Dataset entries
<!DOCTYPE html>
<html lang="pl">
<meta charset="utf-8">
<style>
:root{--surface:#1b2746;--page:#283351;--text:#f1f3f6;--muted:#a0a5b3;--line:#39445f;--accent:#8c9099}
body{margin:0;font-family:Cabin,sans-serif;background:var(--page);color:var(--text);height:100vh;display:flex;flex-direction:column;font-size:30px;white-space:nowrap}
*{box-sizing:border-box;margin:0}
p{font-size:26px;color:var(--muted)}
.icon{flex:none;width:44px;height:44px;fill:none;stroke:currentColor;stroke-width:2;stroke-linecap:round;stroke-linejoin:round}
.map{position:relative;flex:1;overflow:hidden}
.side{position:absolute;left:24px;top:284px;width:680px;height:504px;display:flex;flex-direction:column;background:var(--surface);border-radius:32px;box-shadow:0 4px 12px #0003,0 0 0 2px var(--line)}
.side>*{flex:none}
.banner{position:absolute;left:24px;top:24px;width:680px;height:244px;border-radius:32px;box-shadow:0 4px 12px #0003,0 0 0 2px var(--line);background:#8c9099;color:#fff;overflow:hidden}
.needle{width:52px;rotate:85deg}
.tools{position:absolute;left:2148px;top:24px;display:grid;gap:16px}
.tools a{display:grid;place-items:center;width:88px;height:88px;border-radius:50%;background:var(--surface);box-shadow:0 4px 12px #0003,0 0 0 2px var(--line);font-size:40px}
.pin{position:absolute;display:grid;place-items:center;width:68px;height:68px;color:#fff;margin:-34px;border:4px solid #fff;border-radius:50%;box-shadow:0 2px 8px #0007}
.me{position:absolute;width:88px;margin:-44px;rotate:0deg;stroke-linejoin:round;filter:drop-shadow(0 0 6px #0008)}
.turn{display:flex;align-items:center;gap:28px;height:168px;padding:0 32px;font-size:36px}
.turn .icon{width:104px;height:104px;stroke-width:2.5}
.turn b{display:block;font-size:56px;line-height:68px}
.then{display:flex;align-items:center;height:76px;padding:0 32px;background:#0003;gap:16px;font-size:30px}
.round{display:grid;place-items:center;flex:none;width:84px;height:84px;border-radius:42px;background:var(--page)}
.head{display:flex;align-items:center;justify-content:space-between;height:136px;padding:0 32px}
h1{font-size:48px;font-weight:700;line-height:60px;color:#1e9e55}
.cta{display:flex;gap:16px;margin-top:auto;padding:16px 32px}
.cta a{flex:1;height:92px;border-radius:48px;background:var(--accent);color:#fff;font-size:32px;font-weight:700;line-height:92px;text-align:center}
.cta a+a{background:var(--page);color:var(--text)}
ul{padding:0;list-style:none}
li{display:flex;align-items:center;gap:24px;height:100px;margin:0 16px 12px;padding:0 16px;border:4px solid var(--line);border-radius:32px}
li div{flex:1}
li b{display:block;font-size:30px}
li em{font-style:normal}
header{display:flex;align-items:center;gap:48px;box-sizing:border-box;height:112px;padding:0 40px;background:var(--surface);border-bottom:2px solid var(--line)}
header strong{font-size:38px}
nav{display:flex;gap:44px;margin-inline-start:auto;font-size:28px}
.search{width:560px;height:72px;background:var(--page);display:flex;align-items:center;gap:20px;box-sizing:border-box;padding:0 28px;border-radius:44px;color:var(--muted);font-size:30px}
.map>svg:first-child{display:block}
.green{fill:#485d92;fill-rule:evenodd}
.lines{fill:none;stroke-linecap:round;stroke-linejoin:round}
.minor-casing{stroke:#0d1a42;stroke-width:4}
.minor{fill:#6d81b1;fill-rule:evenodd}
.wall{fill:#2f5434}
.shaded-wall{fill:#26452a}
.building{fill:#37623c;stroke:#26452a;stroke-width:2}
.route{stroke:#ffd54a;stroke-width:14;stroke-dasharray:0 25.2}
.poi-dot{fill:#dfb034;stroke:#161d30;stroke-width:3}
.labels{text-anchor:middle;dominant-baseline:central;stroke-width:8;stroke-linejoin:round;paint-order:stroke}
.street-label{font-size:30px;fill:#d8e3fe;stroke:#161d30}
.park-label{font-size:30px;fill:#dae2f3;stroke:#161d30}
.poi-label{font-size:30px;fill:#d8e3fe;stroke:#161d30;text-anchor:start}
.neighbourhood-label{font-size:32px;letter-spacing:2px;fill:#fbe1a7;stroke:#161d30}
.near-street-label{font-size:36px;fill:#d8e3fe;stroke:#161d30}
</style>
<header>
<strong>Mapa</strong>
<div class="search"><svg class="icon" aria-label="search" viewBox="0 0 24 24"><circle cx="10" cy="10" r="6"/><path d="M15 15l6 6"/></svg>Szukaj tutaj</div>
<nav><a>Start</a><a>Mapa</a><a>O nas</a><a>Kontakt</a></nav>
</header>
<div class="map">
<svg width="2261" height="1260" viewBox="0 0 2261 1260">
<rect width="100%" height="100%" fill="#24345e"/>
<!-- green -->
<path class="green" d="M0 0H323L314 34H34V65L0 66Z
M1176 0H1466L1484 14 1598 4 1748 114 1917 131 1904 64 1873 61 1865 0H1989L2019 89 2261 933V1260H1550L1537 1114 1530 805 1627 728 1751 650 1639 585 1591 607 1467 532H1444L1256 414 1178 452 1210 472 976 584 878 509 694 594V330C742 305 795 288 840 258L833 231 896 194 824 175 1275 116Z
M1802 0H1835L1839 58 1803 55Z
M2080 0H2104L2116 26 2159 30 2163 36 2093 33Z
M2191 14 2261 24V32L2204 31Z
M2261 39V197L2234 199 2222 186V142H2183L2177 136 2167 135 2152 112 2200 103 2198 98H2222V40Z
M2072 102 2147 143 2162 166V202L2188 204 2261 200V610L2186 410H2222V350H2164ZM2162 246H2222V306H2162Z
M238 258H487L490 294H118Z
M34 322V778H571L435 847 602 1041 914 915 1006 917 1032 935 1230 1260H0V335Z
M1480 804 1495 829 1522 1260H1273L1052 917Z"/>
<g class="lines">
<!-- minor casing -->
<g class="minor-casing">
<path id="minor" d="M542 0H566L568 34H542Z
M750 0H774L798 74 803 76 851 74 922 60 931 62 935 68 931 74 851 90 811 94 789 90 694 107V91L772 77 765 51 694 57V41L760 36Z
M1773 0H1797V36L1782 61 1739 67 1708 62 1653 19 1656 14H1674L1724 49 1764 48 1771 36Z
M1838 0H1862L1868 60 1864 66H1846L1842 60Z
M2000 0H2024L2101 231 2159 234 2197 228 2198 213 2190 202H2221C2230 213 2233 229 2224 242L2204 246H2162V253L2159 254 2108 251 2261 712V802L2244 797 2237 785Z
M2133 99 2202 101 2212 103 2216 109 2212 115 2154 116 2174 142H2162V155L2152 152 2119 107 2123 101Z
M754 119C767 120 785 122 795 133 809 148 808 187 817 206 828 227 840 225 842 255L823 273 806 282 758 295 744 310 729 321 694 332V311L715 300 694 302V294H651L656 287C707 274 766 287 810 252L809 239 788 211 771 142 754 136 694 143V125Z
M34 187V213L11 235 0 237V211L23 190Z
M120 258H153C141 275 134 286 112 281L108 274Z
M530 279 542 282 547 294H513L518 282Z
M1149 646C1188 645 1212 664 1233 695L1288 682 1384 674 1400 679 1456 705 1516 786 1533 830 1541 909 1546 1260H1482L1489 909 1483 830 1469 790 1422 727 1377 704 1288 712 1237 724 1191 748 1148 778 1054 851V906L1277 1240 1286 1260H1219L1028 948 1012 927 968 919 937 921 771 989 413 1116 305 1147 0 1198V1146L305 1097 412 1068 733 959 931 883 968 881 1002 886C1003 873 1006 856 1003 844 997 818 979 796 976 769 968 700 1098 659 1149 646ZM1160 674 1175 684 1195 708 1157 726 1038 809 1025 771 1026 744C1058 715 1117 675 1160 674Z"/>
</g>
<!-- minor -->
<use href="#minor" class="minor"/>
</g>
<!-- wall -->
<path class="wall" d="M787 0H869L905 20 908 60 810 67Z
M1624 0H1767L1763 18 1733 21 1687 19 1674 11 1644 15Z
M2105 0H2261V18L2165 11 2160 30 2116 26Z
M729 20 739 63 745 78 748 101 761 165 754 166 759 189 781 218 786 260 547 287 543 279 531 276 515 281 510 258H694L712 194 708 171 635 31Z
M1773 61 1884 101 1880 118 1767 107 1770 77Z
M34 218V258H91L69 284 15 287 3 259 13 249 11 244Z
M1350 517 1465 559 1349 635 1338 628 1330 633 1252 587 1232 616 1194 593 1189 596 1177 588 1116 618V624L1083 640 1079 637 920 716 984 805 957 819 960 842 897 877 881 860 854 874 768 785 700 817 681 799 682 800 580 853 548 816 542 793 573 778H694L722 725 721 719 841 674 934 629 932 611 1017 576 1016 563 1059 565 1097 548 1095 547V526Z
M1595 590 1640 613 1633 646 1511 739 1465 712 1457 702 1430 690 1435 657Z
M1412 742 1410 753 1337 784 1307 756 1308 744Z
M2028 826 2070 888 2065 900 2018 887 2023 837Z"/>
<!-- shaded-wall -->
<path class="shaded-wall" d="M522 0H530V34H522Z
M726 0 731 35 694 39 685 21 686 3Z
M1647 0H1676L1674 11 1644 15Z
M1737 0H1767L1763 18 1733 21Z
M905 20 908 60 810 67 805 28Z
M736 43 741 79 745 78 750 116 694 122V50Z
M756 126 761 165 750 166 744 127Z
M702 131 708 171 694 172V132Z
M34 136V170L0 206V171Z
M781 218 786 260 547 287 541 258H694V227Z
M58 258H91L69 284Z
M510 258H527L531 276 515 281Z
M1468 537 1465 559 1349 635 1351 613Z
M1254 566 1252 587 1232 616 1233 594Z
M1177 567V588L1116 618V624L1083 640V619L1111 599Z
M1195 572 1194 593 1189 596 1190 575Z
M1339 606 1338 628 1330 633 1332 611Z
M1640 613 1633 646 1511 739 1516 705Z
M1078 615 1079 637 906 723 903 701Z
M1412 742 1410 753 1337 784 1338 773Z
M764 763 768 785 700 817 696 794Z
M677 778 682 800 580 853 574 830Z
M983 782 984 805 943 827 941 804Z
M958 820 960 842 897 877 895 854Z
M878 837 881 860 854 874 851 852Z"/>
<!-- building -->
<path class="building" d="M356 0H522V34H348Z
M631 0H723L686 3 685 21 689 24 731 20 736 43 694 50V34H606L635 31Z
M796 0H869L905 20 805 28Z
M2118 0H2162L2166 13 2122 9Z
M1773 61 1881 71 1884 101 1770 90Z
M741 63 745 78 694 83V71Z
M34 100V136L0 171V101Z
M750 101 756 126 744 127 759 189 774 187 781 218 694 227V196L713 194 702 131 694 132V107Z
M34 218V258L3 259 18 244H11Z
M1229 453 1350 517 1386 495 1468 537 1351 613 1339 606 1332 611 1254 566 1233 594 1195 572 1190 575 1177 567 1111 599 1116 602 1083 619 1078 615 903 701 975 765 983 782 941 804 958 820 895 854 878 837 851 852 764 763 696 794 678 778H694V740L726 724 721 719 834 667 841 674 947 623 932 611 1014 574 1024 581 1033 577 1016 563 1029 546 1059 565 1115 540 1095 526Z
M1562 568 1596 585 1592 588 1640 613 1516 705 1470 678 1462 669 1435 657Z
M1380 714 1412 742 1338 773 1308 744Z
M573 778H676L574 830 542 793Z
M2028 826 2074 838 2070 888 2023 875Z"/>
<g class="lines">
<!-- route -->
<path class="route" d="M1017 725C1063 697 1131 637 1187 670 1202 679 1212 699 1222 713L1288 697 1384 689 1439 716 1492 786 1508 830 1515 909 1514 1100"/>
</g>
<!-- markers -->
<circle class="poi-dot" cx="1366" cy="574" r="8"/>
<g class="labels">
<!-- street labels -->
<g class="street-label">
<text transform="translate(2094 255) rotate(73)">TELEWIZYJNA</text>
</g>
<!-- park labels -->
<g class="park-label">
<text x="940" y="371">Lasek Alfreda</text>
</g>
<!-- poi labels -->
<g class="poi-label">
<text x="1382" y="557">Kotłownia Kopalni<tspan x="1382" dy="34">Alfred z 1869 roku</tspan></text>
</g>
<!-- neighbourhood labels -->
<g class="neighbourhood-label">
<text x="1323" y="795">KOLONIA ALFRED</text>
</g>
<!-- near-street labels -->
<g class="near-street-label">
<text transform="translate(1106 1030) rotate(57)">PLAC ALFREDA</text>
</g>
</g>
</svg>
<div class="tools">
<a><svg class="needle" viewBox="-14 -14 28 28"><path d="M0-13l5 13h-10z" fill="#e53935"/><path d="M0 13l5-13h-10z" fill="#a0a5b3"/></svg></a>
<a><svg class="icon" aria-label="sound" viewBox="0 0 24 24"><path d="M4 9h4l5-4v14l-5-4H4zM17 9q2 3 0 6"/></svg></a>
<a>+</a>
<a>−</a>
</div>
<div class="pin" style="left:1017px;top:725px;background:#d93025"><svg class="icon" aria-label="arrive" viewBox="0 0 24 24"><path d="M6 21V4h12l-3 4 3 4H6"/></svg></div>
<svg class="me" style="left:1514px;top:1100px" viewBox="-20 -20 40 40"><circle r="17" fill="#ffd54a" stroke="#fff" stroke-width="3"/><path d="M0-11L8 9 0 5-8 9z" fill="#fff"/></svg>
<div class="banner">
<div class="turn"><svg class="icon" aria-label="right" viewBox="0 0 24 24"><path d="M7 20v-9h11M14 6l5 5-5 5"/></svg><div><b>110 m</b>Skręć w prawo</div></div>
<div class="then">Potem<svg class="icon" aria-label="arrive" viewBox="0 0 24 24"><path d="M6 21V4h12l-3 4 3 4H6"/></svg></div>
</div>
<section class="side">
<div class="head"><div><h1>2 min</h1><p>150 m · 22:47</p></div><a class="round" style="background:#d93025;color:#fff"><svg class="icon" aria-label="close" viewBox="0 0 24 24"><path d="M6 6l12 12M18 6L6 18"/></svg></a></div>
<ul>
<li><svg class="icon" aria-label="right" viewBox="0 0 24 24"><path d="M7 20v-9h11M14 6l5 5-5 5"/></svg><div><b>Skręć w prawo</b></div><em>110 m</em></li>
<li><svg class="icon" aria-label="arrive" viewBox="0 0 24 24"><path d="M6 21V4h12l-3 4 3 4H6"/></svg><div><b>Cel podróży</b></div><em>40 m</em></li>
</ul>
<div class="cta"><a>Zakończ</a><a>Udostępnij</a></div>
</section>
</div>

About this task:
Report each line in the entries where the string "tools" occurs.

Answer space:
.tools{position:absolute;left:2148px;top:24px;display:grid;gap:16px}
.tools a{display:grid;place-items:center;width:88px;height:88px;border-radius:50%;background:var(--surface);box-shadow:0 4px 12px #0003,0 0 0 2px var(--line);font-size:40px}
<div class="tools">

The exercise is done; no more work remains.